#### [Your instructions]
Determine the number of lines in the entries below in which the word "halo" appears, and reply with that number only.

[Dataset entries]
______________________________
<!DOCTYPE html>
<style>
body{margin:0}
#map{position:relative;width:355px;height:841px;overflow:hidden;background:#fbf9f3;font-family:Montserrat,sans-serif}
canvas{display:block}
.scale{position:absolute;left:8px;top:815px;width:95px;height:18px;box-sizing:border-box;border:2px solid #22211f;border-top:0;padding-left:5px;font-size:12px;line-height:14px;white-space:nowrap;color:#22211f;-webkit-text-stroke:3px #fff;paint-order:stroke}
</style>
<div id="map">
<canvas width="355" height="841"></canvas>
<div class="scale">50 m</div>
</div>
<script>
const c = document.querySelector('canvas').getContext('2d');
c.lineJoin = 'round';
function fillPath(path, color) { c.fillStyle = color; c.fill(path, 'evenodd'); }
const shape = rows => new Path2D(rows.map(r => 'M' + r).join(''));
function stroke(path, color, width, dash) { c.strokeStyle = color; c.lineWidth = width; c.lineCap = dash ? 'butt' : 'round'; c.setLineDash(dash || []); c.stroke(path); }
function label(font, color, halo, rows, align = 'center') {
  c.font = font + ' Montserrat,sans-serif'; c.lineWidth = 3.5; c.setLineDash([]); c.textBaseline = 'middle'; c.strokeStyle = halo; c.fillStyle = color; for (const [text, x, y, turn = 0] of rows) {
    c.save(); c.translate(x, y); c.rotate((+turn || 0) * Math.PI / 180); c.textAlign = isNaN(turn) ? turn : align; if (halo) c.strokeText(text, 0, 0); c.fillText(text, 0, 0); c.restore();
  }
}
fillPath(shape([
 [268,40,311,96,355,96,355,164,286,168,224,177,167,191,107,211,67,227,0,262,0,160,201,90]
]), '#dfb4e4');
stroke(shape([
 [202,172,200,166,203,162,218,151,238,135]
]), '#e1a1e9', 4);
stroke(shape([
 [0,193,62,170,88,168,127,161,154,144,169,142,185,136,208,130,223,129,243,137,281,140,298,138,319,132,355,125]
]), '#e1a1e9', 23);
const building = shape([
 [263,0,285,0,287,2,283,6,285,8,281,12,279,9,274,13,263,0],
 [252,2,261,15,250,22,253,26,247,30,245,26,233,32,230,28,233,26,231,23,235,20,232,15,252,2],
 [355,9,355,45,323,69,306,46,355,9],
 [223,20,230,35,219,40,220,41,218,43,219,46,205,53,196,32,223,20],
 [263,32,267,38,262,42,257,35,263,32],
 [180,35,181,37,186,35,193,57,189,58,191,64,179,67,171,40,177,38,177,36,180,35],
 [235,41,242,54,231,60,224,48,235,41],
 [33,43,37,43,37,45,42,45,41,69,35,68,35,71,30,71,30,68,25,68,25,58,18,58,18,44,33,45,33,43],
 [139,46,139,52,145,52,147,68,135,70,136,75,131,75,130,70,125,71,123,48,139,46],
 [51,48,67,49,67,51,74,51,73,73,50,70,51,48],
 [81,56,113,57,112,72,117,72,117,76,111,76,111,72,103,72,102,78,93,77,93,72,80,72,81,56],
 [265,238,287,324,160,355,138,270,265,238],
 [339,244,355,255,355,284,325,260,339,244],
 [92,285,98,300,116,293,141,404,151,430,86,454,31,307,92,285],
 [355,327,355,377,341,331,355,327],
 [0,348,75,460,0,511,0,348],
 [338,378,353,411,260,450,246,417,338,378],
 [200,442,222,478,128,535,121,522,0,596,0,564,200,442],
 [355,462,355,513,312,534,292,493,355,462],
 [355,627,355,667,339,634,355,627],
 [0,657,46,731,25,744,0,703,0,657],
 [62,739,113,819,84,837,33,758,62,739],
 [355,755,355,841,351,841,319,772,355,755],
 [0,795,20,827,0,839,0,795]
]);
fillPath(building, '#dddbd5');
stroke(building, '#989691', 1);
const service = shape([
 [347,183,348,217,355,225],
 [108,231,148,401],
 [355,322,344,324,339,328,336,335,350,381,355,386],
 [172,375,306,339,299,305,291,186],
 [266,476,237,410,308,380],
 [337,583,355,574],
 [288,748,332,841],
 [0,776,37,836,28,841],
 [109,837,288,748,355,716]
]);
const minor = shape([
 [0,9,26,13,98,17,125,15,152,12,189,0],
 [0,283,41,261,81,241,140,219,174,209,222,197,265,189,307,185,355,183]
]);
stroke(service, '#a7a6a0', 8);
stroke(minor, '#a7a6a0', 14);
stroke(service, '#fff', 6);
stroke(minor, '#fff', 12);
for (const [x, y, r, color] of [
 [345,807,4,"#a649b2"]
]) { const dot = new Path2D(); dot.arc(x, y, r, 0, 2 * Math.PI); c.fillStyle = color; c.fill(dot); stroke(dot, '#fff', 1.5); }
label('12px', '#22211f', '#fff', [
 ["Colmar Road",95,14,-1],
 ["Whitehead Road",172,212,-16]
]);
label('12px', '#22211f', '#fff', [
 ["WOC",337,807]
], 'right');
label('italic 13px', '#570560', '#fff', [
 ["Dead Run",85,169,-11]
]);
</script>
______________________________
#### [Result of the exercise]
3